Laporan tersebut juga merujuk pada pencabutan hak suara untuk sebagian masyarakat yang sedang menjalani hukuman dan mantan narapidana.
"Diperkirakan 5,2 juta warga dicabut haknya karena hukuman pidana, meskipun sekitar setengah dari mereka telah menjalani hukuman mereka." sebut laporan.
"Pembatasan suara ini melanggar prinsip hak pilih universal," laporan itu menyimpulkan.
Gacek mengatakan, dana darurat federal USD 400 juta atau setara Rp 5,7 triliun untuk penyelenggara pemilu negara bagian, tidak mencukupi dan kekurangan itu datang dari pihak swasta.
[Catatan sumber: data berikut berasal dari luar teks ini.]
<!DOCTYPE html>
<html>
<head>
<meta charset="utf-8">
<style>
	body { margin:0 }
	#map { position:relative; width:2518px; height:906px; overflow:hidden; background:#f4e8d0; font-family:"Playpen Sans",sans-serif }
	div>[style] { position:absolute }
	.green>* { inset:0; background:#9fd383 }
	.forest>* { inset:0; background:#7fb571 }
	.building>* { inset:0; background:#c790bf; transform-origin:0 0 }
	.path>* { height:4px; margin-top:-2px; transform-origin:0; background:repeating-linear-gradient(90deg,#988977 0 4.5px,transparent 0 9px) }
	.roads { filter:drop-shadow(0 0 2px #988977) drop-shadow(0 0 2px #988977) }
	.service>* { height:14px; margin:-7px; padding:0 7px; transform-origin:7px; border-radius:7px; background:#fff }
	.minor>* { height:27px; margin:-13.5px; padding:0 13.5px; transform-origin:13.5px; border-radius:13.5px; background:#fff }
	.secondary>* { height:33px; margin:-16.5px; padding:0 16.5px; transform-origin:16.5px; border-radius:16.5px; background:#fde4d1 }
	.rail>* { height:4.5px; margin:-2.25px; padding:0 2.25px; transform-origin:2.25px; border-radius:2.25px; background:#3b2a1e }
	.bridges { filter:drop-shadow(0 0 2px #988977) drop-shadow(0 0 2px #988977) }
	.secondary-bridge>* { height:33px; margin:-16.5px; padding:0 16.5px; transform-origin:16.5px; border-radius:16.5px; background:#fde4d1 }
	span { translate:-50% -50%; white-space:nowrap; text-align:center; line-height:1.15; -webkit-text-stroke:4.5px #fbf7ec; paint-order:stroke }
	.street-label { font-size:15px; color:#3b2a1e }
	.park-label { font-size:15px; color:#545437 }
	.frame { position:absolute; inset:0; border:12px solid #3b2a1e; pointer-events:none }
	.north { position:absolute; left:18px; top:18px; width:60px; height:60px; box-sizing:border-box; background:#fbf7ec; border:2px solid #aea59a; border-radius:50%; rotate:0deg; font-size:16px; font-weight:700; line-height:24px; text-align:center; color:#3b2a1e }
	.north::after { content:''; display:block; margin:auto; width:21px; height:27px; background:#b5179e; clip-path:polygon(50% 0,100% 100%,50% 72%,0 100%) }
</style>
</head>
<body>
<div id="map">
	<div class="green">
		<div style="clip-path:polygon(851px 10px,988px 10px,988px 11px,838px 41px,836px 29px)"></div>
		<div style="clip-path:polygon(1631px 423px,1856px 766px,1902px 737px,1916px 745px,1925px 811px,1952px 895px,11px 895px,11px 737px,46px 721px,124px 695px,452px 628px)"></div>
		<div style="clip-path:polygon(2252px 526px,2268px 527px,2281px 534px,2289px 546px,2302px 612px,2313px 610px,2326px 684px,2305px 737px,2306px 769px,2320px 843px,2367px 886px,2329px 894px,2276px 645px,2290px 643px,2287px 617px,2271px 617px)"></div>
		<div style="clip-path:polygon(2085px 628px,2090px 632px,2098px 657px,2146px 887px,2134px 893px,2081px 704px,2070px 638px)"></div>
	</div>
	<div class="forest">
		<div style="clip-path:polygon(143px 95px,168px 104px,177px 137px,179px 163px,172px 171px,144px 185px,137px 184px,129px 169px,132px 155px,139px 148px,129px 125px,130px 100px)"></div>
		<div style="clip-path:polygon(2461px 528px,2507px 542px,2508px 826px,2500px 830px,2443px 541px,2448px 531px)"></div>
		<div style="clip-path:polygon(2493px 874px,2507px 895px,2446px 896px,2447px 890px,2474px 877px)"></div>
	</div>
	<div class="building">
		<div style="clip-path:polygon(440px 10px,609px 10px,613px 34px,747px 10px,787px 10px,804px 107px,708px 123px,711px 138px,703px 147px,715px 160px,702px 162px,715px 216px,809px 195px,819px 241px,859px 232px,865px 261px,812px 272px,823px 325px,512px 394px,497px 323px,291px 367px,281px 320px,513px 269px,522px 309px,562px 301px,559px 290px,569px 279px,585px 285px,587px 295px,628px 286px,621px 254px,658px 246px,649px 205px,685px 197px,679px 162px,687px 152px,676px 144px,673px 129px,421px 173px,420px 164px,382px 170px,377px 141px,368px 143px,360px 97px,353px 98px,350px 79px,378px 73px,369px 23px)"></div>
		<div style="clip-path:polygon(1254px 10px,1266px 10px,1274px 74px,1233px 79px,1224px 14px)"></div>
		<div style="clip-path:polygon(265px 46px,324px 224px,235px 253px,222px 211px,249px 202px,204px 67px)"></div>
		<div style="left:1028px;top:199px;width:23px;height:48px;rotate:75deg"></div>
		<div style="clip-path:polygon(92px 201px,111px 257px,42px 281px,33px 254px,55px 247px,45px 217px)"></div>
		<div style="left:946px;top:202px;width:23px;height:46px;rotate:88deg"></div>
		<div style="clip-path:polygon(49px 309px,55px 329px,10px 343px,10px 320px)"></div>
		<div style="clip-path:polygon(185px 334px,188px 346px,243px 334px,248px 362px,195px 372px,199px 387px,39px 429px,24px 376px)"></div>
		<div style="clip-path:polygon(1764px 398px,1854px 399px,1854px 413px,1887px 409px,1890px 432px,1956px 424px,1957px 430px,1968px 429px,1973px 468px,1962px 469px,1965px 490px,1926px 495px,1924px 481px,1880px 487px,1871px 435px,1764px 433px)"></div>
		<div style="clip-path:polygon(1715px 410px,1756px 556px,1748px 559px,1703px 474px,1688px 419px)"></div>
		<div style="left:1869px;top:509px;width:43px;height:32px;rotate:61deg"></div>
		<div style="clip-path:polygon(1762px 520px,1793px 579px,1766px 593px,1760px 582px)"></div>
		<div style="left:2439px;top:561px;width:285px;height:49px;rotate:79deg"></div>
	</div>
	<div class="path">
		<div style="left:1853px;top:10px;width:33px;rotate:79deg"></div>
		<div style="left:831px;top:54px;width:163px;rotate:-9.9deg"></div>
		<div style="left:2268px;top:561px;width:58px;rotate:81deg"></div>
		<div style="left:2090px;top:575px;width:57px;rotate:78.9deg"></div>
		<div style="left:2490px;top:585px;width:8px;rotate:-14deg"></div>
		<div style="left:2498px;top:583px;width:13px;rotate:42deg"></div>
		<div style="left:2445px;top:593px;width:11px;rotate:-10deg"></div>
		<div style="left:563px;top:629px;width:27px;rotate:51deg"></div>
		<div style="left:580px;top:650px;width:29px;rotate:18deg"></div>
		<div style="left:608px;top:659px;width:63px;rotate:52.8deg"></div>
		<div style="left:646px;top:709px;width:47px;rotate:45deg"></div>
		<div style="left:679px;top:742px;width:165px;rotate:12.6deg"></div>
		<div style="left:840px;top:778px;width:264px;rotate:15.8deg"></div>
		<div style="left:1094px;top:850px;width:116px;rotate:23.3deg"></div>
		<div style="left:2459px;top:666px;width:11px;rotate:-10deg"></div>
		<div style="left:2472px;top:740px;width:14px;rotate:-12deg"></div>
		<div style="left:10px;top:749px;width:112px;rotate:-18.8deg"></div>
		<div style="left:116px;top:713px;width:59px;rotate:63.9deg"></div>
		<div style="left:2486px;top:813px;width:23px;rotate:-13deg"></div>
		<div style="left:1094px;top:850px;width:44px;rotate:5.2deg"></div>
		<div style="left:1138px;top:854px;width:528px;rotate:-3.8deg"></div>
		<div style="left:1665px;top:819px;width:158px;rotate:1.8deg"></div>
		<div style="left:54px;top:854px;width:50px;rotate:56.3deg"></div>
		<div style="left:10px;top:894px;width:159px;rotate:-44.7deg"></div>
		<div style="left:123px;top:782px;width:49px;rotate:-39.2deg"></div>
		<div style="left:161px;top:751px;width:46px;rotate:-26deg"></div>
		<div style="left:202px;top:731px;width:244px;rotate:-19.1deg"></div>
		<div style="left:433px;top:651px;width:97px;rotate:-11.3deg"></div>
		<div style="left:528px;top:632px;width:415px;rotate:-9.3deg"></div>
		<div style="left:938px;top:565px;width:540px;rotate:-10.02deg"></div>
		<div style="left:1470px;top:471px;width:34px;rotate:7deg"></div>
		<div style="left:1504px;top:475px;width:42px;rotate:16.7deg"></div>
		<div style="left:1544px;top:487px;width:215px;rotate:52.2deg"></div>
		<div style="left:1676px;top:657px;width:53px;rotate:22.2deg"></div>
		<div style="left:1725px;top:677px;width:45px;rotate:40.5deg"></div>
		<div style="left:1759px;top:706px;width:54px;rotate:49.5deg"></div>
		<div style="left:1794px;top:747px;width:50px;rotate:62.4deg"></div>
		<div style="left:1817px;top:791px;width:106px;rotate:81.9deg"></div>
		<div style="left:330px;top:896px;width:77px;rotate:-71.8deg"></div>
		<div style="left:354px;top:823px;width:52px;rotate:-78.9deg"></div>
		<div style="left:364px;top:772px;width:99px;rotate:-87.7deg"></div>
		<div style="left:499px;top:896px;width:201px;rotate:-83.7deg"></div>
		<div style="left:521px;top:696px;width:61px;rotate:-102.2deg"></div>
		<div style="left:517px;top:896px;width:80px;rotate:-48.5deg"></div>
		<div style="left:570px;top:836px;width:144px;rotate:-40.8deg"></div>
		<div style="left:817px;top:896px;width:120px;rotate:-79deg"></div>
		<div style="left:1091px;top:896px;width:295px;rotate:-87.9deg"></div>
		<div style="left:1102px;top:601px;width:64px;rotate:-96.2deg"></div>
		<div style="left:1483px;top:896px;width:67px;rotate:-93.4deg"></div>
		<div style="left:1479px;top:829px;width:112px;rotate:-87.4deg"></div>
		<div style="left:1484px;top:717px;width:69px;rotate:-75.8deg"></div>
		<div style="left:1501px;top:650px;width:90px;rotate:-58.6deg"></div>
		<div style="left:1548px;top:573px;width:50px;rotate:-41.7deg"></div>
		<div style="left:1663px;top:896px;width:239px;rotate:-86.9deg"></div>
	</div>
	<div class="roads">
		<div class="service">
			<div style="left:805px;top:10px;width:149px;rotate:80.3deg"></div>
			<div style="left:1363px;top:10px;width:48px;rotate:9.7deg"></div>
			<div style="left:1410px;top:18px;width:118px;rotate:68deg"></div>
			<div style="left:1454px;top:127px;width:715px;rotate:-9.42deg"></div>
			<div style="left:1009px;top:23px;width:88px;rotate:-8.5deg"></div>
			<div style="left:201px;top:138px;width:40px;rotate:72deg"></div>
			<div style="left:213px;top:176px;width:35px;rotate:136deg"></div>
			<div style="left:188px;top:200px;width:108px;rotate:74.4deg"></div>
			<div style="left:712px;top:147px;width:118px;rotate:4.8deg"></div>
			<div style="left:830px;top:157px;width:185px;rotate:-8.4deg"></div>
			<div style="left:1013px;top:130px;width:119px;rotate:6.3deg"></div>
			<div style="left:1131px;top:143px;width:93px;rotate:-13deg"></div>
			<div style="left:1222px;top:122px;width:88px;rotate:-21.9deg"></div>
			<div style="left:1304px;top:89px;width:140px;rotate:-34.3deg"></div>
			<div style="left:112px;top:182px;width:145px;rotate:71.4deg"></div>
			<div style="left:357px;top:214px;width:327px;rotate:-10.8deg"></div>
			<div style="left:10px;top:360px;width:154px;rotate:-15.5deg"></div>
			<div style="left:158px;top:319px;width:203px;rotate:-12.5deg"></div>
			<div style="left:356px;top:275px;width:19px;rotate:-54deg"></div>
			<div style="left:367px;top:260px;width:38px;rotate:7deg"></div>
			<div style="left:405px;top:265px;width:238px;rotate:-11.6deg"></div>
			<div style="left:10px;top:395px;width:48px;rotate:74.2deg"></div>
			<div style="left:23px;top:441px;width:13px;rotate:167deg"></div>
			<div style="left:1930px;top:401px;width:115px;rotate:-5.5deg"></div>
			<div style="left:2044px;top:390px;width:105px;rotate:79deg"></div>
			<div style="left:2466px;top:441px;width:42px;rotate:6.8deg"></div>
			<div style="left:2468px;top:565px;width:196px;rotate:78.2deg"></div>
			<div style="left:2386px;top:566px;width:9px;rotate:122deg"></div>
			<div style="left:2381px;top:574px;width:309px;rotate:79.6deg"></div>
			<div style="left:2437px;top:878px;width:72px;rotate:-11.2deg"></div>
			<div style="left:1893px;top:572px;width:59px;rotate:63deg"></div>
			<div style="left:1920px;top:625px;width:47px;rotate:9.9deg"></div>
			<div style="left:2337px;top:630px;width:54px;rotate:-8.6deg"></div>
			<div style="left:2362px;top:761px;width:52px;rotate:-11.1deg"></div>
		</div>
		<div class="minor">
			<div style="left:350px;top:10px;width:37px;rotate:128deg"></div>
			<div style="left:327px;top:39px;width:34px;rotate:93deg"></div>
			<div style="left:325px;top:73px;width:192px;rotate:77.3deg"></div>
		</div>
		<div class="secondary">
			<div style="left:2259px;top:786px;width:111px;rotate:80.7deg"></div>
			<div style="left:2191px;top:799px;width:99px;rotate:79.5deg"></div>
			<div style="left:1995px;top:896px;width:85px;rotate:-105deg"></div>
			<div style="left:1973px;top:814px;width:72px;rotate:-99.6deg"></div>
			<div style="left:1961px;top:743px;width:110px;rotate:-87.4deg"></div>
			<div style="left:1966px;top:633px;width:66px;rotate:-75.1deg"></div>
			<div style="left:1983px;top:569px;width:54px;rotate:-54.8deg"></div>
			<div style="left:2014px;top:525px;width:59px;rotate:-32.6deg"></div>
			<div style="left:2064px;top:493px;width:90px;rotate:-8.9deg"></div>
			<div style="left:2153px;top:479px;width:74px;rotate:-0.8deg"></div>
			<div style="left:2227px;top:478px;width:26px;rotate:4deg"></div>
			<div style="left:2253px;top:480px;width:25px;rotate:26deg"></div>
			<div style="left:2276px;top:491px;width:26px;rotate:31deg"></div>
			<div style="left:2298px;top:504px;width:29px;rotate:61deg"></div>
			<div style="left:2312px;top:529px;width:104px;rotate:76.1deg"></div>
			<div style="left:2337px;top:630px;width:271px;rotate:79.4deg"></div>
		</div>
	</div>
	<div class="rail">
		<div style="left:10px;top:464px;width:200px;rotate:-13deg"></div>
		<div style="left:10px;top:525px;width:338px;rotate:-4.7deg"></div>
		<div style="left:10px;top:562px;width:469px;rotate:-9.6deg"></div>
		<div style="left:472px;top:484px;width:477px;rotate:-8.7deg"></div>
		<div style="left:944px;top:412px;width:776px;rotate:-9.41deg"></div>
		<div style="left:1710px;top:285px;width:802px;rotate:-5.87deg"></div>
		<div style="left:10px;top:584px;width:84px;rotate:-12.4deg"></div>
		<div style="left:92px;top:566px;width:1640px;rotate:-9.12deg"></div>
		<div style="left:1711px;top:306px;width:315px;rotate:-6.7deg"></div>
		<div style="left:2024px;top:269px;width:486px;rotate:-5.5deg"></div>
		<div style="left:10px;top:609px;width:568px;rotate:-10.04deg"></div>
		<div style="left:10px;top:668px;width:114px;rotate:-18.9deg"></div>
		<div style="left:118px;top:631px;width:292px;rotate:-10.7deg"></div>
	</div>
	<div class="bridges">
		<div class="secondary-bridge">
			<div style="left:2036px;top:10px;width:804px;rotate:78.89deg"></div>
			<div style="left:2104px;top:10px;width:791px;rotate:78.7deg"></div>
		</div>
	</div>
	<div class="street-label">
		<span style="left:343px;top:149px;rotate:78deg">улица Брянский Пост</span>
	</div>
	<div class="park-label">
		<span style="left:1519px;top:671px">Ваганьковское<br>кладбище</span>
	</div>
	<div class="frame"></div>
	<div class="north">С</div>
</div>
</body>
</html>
Mark Zuckerberg dari Facebook dan istrinya, Priscilla Chan, menyumbang USD 400 juta batau setara Rp 5,7 triliun.
"Tapi ketika Anda melihat 14 miliar dolar (Rp 200 triliun) yang telah dihabiskan untuk kampanye, dan Anda membandingkannya dengan pemerintahan yang harus bergantung pada dermawan untuk membantu mereka menjalankan pemilihan, saya pikir itu menarik," kata Gacek.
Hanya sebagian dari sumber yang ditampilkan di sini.